Mesmo com abstenção recorde de 40% dos eleitores italianos, a candidata pelo Fratelli d’Italia Giorgia Meloni, foi a candidata com o maior número de votos dessas eleições, somando 26% dos votos, o que deu a coalizão de centro-direita (junto de Salvini e Berlusconi) a vitória no pleito.

O novo governo formado deverá assumir em 13 de outubro e o nome de Melloni deverá ser indicado como primeiro-ministro. Será a primeira vez que a Itália terá um primeiro-ministro mulher e pela primeira vez desde 1945 que a extrema direita retoma o poder.

Mesmo com a grande vitória, o número de candidatos eleitos pelos partidos vinculados a Meloni não permite mudança da constituição, já que não ocupam 2/3 das cadeiras da câmara dos deputados e do senado.

Vale lembrar que essas foram as primeiras eleições após a redução de parlamentares no governo italiano. Especificamente para os representantes dos italianos no exterior, de 18 representantes (12 deputados e 06 senadores) serão 12 os empoçados (08 deputados e 04 senadores). Destes 12, apenas 3 representam a América do Sul, sendo 2 deputados e 1 único senador.

No Brasil, dos 433.636 italianos aptos a votar, apenas 116.209 votaram (26,8% do total), os quais conseguiram eleger um candidato ítalo-brasileiro ao parlamento italiano: Fabio Porta do PD, italiano erradicado no Brasil, teve 22.436 votos e será um dos dois deputados representantes da América do Sul na câmara italiana.
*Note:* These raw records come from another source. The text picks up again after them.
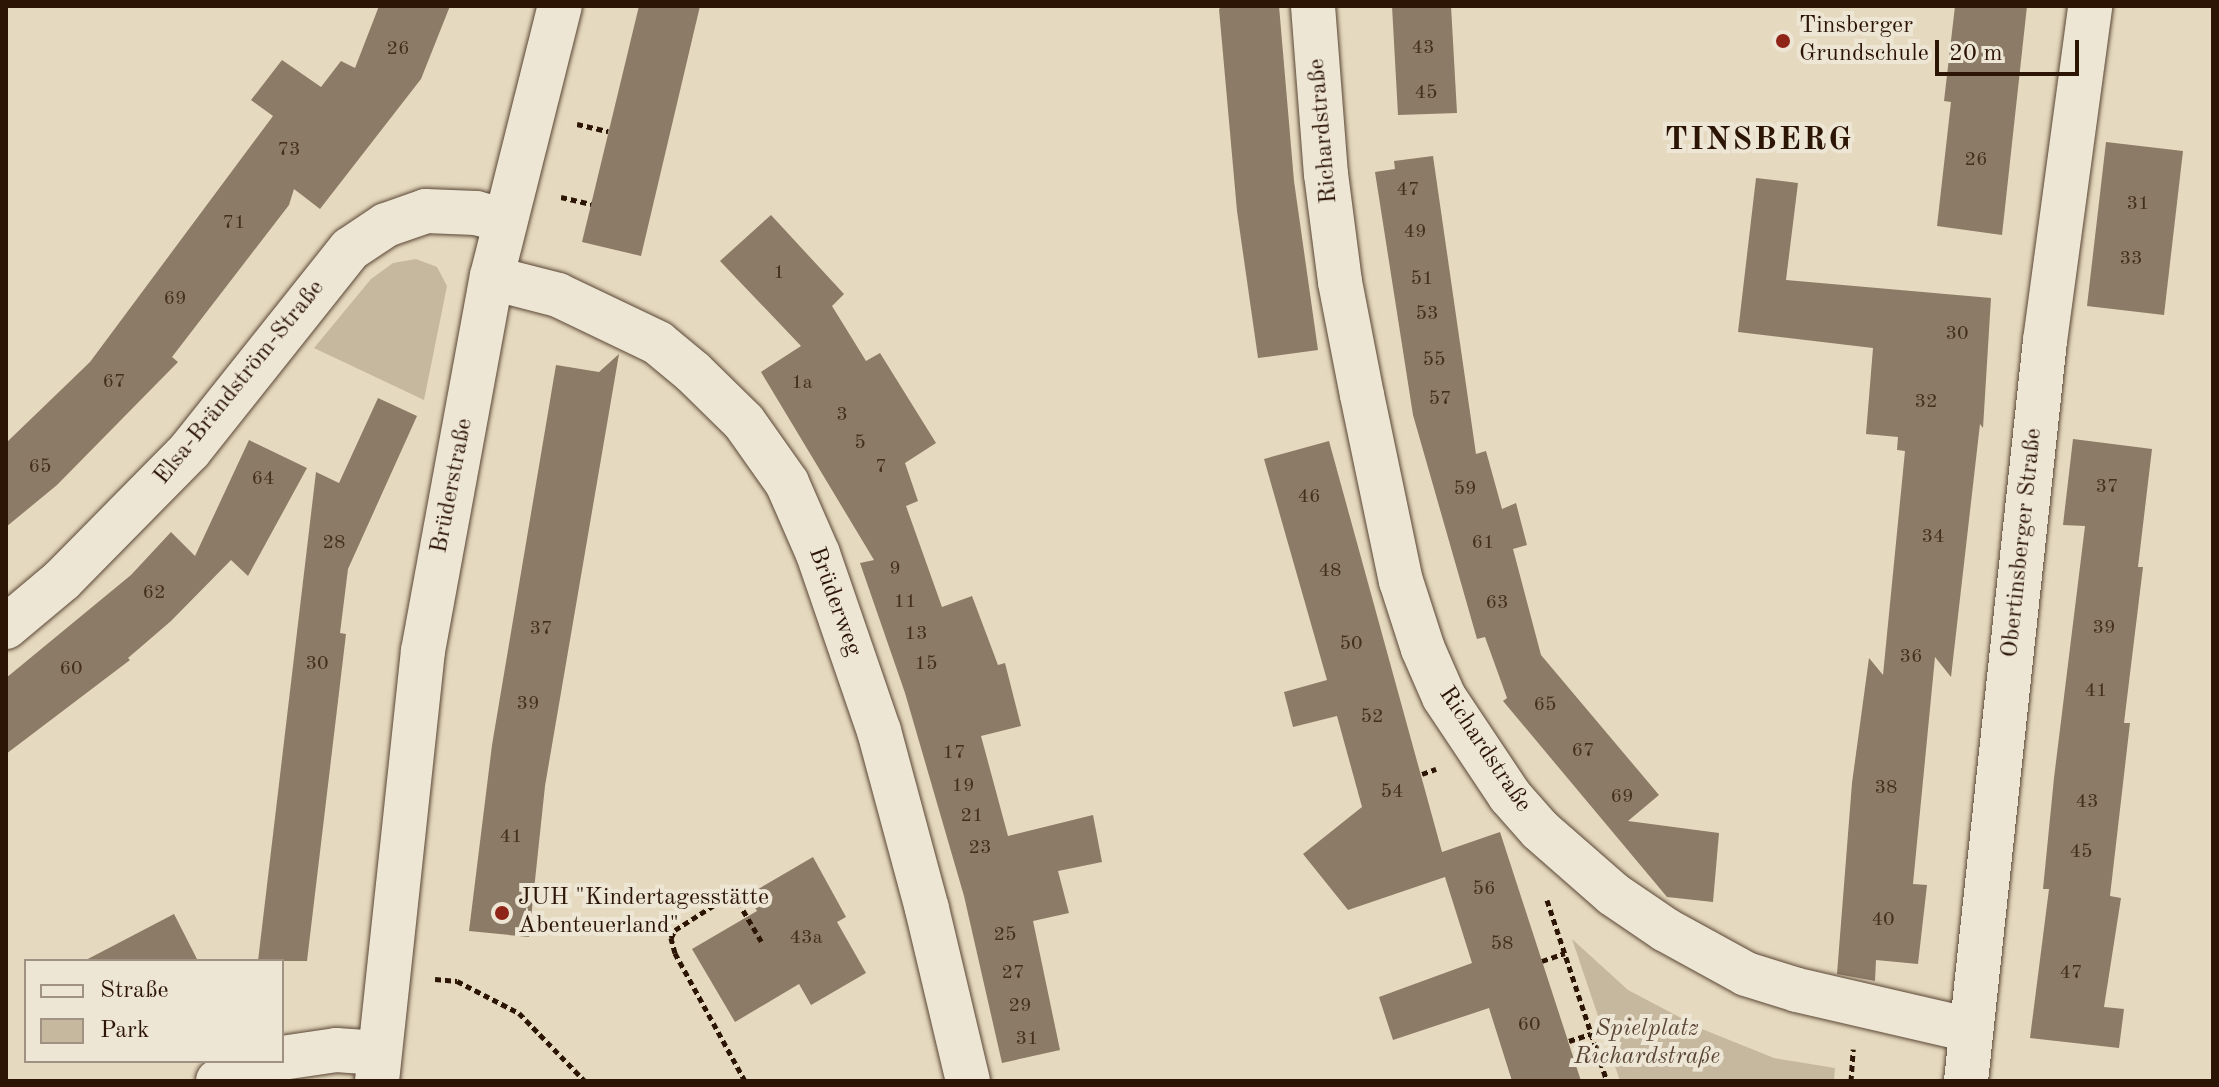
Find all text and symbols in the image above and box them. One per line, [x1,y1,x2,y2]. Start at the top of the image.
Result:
place label: Tinsberger Grundschule [1799,13,1929,69]
scale bar [1939,24,2083,74]
marker: Tinsberger Grundschule [1774,32,1792,50]
house number: 43 [1411,36,1435,60]
house number: 26 [386,37,410,61]
text: 20 m [1949,42,2003,66]
street label: Richardstraße [1303,57,1345,205]
house number: 45 [1414,81,1438,105]
district label: TINSBERG [1665,122,1853,160]
house number: 73 [277,138,301,162]
house number: 26 [1964,148,1988,172]
house number: 47 [1396,178,1420,202]
house number: 31 [2126,192,2150,216]
house number: 71 [222,211,246,235]
house number: 49 [1403,220,1427,244]
house number: 33 [2119,247,2143,271]
house number: 1 [773,261,785,285]
house number: 51 [1410,267,1434,291]
street label: Elsa-Brändström-Straße [149,275,331,491]
house number: 69 [163,287,187,311]
house number: 53 [1415,302,1439,326]
house number: 30 [1945,322,1969,346]
house number: 55 [1422,348,1446,372]
house number: 67 [102,370,126,394]
house number: 1a [791,371,813,395]
house number: 57 [1428,387,1452,411]
house number: 32 [1914,390,1938,414]
house number: 3 [836,403,848,427]
street label: Brüderstraße [426,416,480,556]
street label: Obertinsberger Straße [1997,427,2049,659]
house number: 5 [854,431,866,455]
house number: 65 [28,455,52,479]
house number: 7 [875,455,887,479]
house number: 64 [251,467,275,491]
house number: 37 [2095,475,2119,499]
house number: 59 [1453,477,1477,501]
house number: 46 [1297,485,1321,509]
house number: 34 [1921,525,1945,549]
house number: 28 [322,531,346,555]
house number: 61 [1471,531,1495,555]
street label: Brüderweg [801,543,867,661]
house number: 9 [889,557,901,581]
house number: 48 [1318,559,1342,583]
house number: 62 [142,581,166,605]
house number: 11 [893,590,917,614]
house number: 63 [1485,591,1509,615]
house number: 39 [2092,616,2116,640]
house number: 37 [529,617,553,641]
house number: 13 [904,622,928,646]
house number: 50 [1339,632,1363,656]
house number: 36 [1899,645,1923,669]
house number: 30 [305,652,329,676]
house number: 15 [914,652,938,676]
house number: 60 [59,657,83,681]
house number: 41 [2084,679,2108,703]
street label: Richardstraße [1431,682,1537,818]
house number: 39 [516,692,540,716]
house number: 65 [1533,693,1557,717]
house number: 52 [1360,705,1384,729]
house number: 67 [1571,739,1595,763]
house number: 17 [942,741,966,765]
house number: 19 [951,774,975,798]
house number: 38 [1874,776,1898,800]
house number: 54 [1380,780,1404,804]
house number: 69 [1610,785,1634,809]
house number: 43 [2075,790,2099,814]
house number: 21 [960,804,984,828]
house number: 41 [499,825,523,849]
house number: 23 [968,836,992,860]
house number: 45 [2069,840,2093,864]
house number: 56 [1472,877,1496,901]
place label: JUH "Kindertagesstätte Abenteuerland" [518,885,769,941]
marker: JUH "Kindertagesstätte Abenteuerland" [493,904,511,922]
house number: 40 [1871,908,1895,932]
house number: 25 [993,923,1017,947]
house number: 43a [789,926,823,950]
house number: 58 [1490,932,1514,956]
legend [24,959,284,1063]
house number: 27 [1001,961,1025,985]
house number: 47 [2059,961,2083,985]
text: Straße [100,979,169,1003]
house number: 29 [1008,994,1032,1018]
house number: 60 [1517,1013,1541,1037]
park label: Spielplatz Richardstraße [1574,1016,1720,1072]
text: Park [100,1019,149,1043]
house number: 31 [1015,1027,1039,1051]

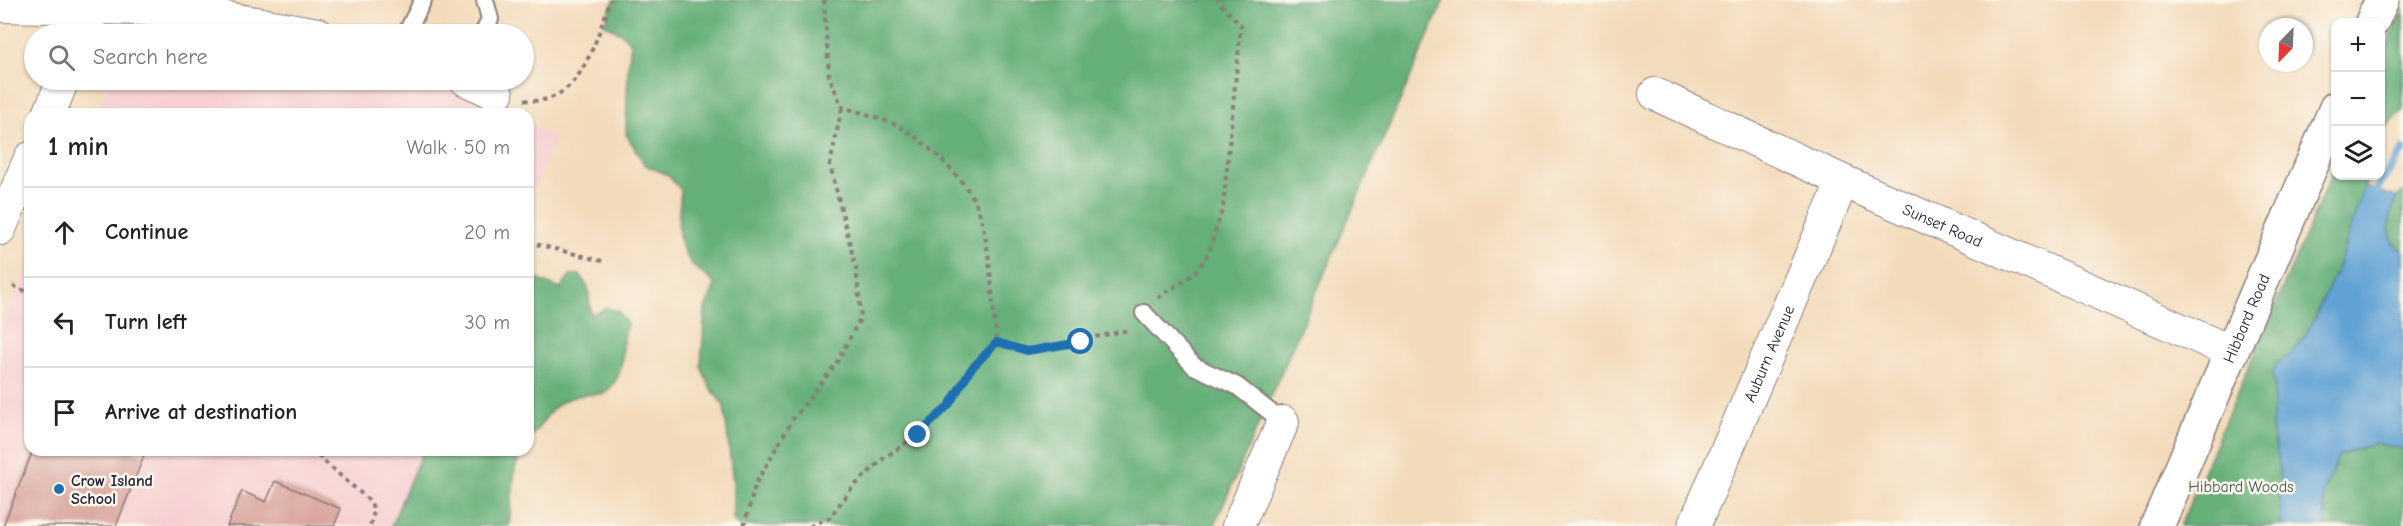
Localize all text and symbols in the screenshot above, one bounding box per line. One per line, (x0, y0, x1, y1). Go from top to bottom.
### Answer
north arrow (2259, 18, 2313, 72)
map controls (2331, 18, 2385, 180)
button: + (2331, 18, 2385, 72)
search box (24, 24, 534, 90)
icon: search (45, 41, 78, 74)
text: Search here (93, 44, 208, 70)
button: − (2331, 72, 2385, 126)
button: layers (2331, 126, 2385, 180)
text: 1 min (48, 132, 109, 162)
text: Walk · 50 m (407, 136, 510, 159)
street label: Sunset Road (1900, 200, 1985, 251)
icon: ahead (48, 216, 81, 249)
text: Continue (105, 219, 188, 245)
text: 20 m (464, 221, 510, 244)
street label: Hibbard Road (2220, 271, 2274, 366)
street label: Auburn Avenue (1741, 303, 1798, 405)
icon: left (48, 306, 81, 339)
text: Turn left (105, 309, 187, 335)
text: 30 m (464, 311, 510, 334)
route start (1067, 328, 1093, 354)
icon: arrive (48, 396, 81, 429)
text: Arrive at destination (105, 399, 297, 425)
route end (904, 421, 930, 447)
place label: Crow Island School (71, 472, 153, 508)
park label: Hibbard Woods (2188, 478, 2294, 496)
marker: Crow Island School (52, 482, 66, 496)

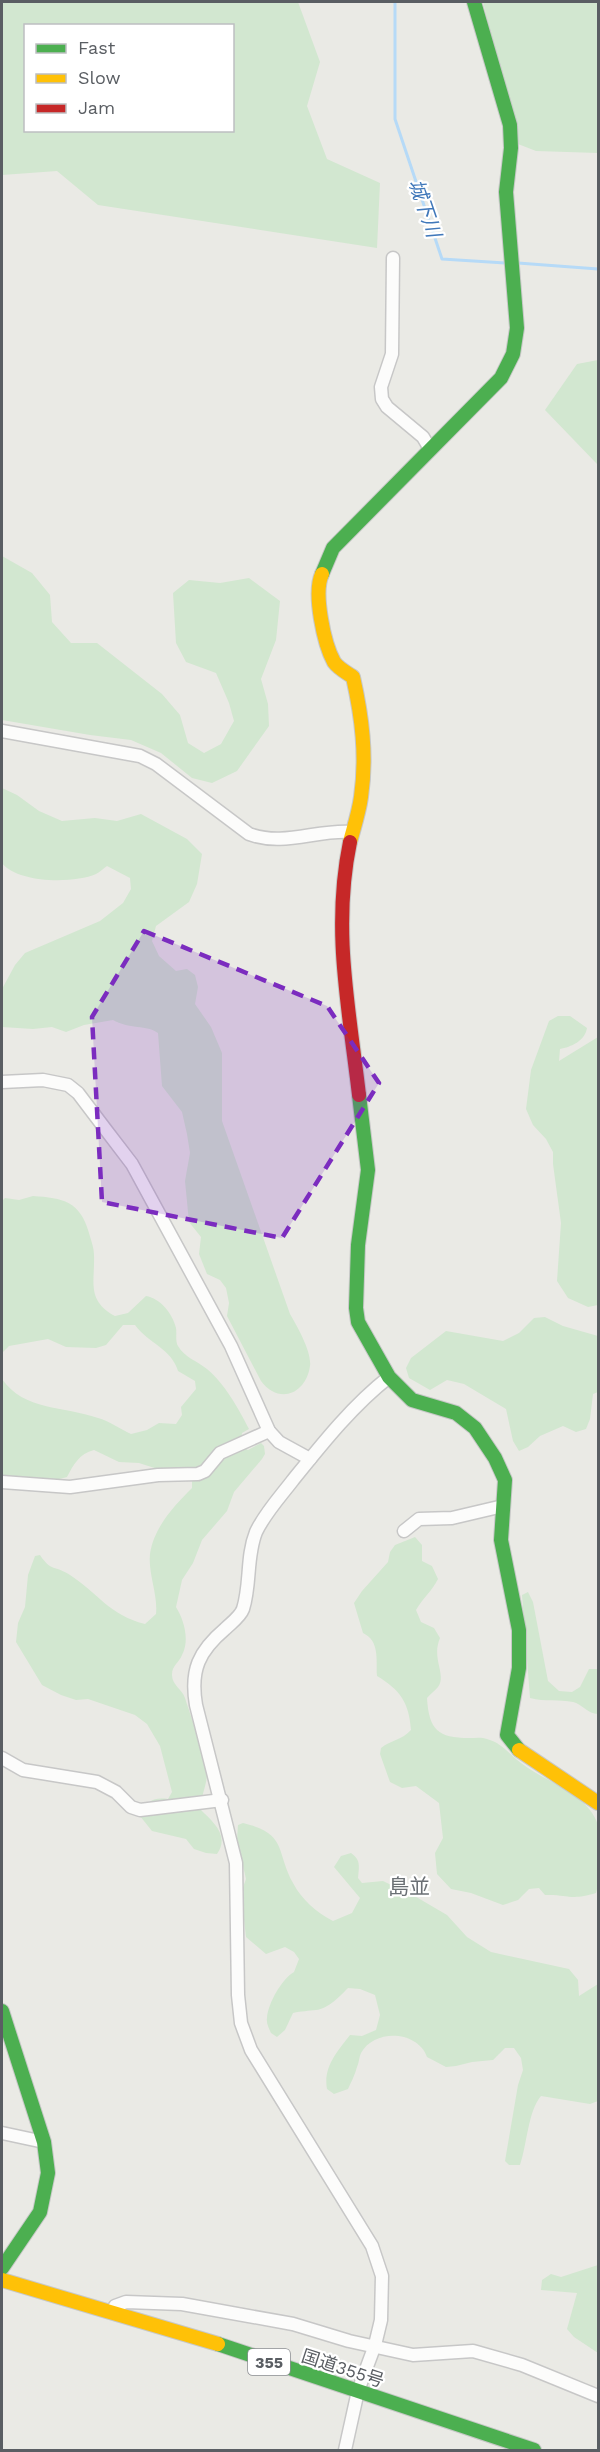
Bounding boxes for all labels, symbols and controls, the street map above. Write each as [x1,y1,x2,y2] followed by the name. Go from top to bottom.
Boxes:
[24,24,234,132] legend
[78,37,116,58] text: Fast
[78,67,121,88] text: Slow
[78,97,115,118] text: Jam
[404,176,447,242] water label: 城下川
[388,1874,430,1899] district label: 島並
[299,2345,387,2391] street label: 国道355号
[248,2349,290,2375] road number: 355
Junto dele, Tinelli Franco, do MAIE, teve 44.468 votos e se sentará na outra cadeira. Já no senado, Fittipaldi e Matarazzo tiveram boa quantidade de votos, mas não conseguiram superar Borghese Mario Alejandro, também do MAIE, que somou 58.233 votos. Ambos os eleitos pelo MAIE são ítalo-argentinos.

Assim como nas eleições anteriores, essas eleições contaram com denúncias de fraude, já que urnas provenientes da Argentina, da região de Rosario e La Plata, apresentavam erro de grafia nas cédulas de votação, onde se liam “Diputati” ao invés de “Deputati”, indicando grande probabilidade de cédulas falsas.

Mas a pergunta que todos se fazem é: Meloni pode ser uma ameaça para os que desejam reconhecer a cidadania italiana?

A resposta é que, muito provavelmente, não. Ela e Salvini preferem a lei como existe hoje, com o direito de sangue (ius sanguinis) assegurado. De fato, em 2022, juntamente com Salvini, ela ajudou a derrubar a votação do ius scholae, que previa que a cidadania fosse concedida a estrangeiros em território italiano após a conclusão de alguns ciclos estudantis.

A notícia boa é que Eliza Siragusa, uma das principais defensoras do limite geracional para processos de cidadania ius sanguinis, não conseguiu se eleger e não fara parte do parlamento nesta legislatura, o que afasta novos projetos e ideias nesse sentido.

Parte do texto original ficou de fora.